Work to complete: For the data below, give the number of lines containing "scale" and nothing more.

(Dataset records)

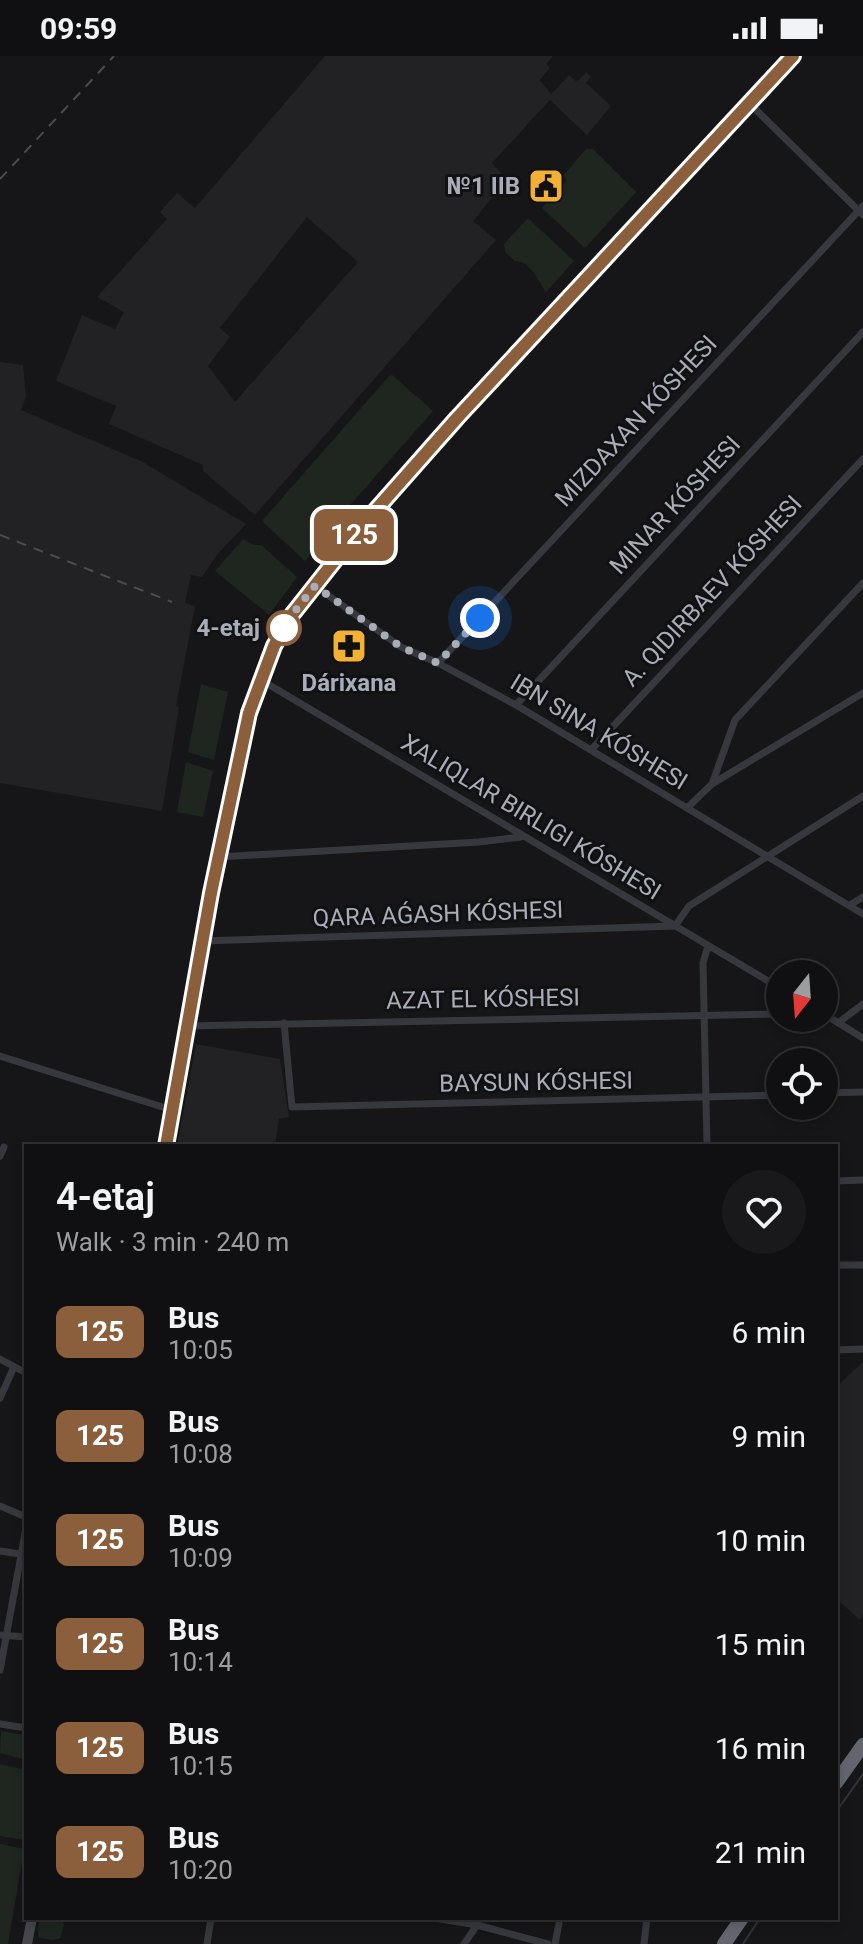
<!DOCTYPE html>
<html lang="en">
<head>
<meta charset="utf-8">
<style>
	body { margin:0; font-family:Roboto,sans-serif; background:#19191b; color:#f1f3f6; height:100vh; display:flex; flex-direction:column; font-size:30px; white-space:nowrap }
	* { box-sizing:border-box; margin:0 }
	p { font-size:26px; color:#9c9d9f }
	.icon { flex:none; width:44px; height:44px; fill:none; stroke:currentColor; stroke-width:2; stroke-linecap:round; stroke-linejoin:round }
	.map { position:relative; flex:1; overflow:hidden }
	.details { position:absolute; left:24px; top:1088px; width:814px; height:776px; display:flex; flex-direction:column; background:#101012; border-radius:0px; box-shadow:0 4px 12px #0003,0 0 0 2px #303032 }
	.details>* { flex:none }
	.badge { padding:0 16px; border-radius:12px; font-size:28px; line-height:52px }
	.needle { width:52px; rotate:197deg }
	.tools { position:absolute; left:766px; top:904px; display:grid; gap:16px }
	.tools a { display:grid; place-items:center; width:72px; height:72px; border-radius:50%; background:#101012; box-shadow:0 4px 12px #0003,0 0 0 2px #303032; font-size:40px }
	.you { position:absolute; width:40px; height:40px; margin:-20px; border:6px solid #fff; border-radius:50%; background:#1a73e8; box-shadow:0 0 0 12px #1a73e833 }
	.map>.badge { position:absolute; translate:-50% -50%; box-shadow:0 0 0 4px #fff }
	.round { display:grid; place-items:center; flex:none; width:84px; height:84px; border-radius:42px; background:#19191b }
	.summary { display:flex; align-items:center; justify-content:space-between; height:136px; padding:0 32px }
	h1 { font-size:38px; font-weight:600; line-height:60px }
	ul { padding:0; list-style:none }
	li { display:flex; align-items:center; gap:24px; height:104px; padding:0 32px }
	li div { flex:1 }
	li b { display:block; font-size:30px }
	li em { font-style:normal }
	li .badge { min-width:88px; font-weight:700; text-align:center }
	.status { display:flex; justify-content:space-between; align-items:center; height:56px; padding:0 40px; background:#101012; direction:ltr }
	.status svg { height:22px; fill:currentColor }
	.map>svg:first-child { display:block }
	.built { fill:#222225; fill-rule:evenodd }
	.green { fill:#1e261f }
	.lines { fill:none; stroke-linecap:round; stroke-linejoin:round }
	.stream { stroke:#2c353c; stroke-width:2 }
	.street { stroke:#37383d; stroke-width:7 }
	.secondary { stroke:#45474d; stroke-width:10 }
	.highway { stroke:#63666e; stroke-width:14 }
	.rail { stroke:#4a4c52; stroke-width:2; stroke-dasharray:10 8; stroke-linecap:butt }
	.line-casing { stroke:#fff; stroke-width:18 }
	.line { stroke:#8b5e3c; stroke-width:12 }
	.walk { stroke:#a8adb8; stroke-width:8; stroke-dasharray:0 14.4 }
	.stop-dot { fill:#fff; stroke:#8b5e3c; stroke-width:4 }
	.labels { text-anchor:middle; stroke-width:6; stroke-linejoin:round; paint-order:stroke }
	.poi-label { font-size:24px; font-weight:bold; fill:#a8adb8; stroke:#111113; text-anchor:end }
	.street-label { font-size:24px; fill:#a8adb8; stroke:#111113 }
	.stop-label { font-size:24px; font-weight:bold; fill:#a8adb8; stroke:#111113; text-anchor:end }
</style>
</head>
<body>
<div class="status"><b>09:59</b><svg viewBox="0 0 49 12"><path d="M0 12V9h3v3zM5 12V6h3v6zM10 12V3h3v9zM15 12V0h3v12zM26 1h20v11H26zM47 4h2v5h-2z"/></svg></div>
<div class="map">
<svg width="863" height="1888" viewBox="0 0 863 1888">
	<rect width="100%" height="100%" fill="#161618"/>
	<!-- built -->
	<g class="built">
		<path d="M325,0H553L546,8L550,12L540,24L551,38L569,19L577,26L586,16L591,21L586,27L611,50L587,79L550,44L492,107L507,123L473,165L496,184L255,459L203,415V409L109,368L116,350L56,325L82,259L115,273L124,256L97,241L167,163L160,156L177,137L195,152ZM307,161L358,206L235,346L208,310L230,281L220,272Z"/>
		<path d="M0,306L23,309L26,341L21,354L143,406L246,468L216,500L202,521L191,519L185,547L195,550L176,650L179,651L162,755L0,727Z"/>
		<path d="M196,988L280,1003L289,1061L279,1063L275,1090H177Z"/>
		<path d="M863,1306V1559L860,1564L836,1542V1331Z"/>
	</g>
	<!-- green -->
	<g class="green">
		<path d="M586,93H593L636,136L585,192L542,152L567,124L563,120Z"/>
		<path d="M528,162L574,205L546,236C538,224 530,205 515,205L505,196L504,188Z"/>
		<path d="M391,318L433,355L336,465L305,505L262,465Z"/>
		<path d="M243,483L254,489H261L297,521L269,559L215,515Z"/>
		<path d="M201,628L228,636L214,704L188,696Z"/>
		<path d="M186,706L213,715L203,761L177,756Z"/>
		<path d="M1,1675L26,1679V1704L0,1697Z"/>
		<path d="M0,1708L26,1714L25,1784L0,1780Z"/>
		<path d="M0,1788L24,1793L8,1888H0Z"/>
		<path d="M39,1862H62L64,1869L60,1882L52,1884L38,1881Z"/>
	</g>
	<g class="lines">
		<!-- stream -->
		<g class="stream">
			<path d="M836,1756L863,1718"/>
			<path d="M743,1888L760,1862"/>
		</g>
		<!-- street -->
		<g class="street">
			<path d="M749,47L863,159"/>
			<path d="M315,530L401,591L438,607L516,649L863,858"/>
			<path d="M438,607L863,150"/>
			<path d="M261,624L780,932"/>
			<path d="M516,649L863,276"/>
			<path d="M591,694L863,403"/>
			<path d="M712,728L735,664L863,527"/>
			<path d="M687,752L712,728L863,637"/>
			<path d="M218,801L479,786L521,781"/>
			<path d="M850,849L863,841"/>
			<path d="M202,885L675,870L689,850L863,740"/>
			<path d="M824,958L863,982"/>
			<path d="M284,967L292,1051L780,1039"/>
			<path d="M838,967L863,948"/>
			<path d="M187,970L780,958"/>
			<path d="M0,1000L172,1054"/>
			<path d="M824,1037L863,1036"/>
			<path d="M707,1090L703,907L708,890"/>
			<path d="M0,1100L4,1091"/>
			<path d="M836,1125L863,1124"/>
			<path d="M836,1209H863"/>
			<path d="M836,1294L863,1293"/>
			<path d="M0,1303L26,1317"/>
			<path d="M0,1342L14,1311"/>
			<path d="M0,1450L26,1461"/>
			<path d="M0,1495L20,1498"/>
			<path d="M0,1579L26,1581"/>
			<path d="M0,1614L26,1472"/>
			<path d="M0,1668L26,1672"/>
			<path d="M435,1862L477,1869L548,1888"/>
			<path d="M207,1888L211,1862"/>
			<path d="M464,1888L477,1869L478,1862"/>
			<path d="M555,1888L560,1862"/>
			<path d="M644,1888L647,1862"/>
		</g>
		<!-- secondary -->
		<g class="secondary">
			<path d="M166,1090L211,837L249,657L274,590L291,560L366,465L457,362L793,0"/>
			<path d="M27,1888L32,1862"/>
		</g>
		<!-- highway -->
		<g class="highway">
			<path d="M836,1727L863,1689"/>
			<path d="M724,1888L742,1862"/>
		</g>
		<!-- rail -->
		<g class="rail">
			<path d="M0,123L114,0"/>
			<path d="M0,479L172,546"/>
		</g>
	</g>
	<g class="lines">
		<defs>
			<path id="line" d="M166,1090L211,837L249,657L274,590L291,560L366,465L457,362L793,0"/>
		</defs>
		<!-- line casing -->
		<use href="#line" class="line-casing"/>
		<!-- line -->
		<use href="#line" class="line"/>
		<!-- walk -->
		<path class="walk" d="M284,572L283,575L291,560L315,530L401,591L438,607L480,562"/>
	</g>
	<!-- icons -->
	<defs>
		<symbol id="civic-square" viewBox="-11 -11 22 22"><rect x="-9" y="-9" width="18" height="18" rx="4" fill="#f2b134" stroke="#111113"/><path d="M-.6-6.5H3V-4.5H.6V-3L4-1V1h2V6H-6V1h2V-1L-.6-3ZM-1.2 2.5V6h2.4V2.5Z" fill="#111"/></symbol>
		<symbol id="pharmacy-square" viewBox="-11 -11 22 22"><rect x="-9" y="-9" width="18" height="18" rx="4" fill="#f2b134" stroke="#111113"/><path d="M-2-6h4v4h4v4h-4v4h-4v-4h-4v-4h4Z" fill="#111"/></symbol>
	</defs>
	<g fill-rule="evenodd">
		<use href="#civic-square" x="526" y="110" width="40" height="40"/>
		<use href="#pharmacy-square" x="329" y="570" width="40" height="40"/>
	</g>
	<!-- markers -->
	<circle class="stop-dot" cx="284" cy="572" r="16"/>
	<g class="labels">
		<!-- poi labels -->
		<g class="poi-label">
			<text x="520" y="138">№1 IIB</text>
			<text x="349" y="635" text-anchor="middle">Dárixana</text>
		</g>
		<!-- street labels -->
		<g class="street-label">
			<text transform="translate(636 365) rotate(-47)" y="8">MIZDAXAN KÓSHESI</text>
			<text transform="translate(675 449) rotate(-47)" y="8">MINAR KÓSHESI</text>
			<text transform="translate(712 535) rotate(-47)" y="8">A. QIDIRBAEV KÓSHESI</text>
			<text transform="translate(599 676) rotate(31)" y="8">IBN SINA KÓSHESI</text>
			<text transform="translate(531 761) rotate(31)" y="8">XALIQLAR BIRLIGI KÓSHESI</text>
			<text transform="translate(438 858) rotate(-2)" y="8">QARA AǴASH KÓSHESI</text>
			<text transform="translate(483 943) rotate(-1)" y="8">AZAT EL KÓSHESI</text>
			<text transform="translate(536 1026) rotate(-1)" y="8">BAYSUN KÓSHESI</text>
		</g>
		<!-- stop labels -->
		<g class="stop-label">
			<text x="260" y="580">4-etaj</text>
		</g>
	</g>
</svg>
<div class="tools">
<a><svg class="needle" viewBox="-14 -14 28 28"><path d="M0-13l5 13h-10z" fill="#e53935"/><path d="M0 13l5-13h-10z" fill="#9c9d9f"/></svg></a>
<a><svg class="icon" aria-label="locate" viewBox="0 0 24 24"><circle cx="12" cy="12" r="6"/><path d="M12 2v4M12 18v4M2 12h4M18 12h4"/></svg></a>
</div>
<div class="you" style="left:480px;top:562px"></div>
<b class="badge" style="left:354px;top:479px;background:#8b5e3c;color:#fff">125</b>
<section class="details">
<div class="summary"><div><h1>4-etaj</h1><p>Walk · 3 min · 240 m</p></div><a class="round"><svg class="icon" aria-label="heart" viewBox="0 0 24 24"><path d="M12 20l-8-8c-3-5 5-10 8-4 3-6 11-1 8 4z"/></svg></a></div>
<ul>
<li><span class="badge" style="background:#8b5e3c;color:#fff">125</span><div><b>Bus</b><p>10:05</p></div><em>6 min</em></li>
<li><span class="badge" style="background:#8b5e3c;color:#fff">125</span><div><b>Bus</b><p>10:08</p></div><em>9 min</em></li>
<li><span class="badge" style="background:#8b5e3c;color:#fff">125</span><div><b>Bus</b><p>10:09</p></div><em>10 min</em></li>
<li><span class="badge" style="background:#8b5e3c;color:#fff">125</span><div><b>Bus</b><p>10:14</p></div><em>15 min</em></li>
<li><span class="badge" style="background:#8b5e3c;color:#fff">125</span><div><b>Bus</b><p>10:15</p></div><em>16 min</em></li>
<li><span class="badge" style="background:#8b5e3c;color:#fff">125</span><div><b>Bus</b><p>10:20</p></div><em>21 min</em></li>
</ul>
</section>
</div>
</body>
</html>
--
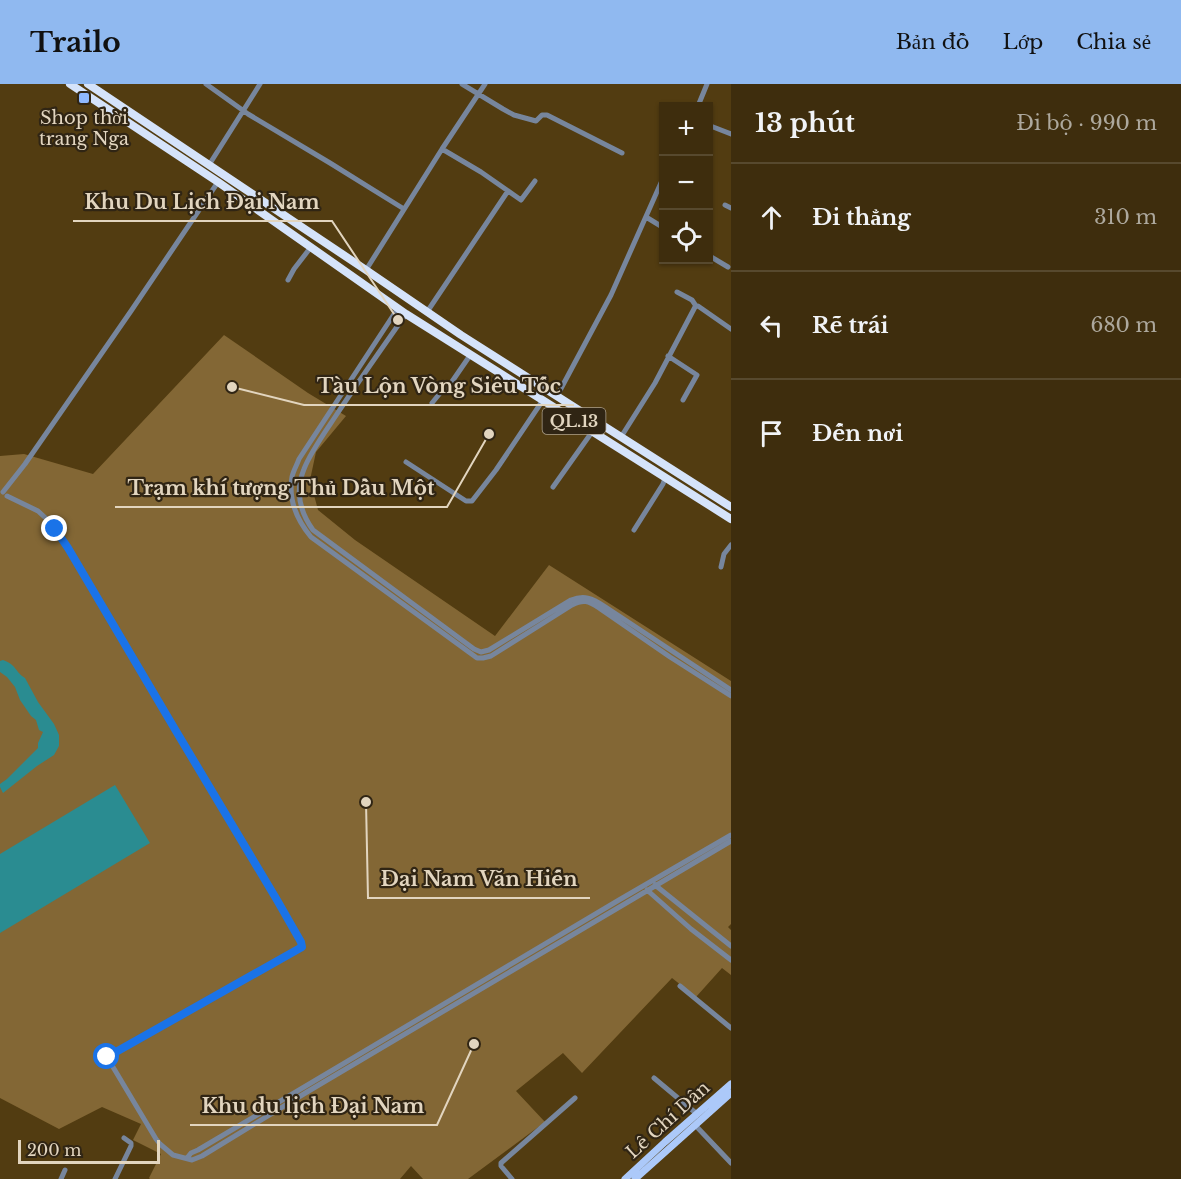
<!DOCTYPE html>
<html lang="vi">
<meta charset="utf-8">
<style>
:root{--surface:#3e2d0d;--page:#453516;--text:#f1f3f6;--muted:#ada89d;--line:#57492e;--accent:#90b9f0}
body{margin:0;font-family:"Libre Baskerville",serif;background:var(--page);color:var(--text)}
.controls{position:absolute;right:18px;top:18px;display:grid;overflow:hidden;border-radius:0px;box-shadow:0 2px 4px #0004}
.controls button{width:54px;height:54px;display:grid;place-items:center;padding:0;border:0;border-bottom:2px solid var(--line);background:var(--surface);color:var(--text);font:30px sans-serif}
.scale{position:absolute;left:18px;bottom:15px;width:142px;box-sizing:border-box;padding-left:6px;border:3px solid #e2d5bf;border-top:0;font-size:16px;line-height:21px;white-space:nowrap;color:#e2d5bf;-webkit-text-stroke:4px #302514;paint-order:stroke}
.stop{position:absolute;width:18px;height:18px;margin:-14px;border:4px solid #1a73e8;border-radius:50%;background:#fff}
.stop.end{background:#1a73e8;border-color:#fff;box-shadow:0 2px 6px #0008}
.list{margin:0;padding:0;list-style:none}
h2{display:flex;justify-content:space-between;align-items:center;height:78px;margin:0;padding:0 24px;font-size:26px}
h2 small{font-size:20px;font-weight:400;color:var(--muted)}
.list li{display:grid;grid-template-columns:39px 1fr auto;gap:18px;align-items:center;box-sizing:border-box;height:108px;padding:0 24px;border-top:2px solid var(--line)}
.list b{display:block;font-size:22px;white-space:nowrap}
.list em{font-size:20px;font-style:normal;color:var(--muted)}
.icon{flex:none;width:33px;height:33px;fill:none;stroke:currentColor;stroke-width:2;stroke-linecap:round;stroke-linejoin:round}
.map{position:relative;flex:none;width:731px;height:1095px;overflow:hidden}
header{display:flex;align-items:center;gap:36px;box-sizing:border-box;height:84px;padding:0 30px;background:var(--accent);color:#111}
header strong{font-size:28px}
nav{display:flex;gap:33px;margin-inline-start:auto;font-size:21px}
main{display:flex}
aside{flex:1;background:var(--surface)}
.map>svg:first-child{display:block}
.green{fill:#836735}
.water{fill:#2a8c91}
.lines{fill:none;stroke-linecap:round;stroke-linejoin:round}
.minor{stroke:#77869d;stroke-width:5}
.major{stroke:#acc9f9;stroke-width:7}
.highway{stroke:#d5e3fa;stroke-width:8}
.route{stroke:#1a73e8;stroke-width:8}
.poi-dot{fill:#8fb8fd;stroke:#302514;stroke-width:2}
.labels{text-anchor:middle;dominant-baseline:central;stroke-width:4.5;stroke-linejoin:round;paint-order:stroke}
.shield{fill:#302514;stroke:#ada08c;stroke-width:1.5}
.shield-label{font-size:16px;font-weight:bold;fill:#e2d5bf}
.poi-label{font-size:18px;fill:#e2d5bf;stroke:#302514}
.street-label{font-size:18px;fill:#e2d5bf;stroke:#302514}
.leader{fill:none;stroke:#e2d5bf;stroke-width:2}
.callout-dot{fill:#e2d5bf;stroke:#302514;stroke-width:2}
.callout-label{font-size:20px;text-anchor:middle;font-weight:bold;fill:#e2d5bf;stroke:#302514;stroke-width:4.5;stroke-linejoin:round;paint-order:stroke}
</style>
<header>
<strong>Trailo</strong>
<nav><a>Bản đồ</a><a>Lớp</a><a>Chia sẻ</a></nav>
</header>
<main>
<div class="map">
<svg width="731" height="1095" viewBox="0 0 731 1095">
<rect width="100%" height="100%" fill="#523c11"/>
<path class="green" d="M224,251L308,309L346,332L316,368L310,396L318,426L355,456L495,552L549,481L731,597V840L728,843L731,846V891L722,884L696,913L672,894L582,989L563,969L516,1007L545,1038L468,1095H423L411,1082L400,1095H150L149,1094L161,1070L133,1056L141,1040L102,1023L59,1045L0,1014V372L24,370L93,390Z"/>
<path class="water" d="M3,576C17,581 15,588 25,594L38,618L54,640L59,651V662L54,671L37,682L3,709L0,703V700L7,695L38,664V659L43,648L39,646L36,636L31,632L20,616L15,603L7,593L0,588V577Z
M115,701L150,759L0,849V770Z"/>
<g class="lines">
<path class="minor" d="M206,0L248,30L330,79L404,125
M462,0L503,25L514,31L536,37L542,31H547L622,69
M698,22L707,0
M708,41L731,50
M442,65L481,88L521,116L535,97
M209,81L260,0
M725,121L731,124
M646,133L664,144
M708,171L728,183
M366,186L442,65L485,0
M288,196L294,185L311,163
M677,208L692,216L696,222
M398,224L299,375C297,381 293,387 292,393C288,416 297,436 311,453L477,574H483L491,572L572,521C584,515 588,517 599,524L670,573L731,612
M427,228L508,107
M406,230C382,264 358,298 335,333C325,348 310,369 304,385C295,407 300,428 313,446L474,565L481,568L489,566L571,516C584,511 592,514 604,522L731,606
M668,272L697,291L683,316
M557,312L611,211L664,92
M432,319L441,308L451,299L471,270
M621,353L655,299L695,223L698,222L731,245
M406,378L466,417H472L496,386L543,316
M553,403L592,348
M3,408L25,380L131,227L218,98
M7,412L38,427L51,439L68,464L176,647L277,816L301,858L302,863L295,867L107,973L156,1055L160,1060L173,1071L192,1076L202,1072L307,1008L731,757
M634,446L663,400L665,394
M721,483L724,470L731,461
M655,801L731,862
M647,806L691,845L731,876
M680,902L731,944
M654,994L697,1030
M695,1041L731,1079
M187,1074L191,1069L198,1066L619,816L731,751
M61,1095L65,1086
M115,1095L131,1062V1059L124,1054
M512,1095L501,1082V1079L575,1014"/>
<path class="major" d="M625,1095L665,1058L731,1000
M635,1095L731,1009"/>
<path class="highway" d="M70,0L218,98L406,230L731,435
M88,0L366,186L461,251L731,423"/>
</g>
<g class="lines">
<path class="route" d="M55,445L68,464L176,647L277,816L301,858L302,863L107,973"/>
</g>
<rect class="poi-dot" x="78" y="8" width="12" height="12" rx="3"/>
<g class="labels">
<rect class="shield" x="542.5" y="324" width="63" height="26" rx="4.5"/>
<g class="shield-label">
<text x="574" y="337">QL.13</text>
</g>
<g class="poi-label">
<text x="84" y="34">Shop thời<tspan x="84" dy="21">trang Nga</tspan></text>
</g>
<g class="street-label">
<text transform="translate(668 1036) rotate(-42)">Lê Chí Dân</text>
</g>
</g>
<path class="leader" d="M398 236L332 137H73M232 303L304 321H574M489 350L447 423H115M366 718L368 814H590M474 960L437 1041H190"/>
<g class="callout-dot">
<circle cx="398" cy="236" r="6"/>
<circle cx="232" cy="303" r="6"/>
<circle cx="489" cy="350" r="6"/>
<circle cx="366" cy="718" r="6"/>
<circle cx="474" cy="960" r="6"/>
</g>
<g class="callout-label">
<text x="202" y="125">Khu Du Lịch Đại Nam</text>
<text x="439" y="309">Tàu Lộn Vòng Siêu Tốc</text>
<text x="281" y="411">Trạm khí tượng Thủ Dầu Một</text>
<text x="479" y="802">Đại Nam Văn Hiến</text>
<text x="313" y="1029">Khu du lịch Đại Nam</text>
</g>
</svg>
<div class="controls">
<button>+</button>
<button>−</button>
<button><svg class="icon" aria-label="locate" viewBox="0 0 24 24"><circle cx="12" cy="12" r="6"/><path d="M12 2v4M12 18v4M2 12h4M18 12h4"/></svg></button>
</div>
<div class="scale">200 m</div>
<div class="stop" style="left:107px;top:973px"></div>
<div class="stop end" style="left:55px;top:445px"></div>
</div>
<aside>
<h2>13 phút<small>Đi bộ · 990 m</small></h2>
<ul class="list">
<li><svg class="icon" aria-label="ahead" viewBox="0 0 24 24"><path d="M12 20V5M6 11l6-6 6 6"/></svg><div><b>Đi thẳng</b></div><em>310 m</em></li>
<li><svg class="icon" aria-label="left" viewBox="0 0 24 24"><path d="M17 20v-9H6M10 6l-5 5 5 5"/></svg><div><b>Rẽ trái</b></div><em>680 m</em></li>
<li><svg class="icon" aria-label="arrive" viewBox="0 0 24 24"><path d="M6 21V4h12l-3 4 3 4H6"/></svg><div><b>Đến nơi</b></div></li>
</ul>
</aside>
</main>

Exercise result: 2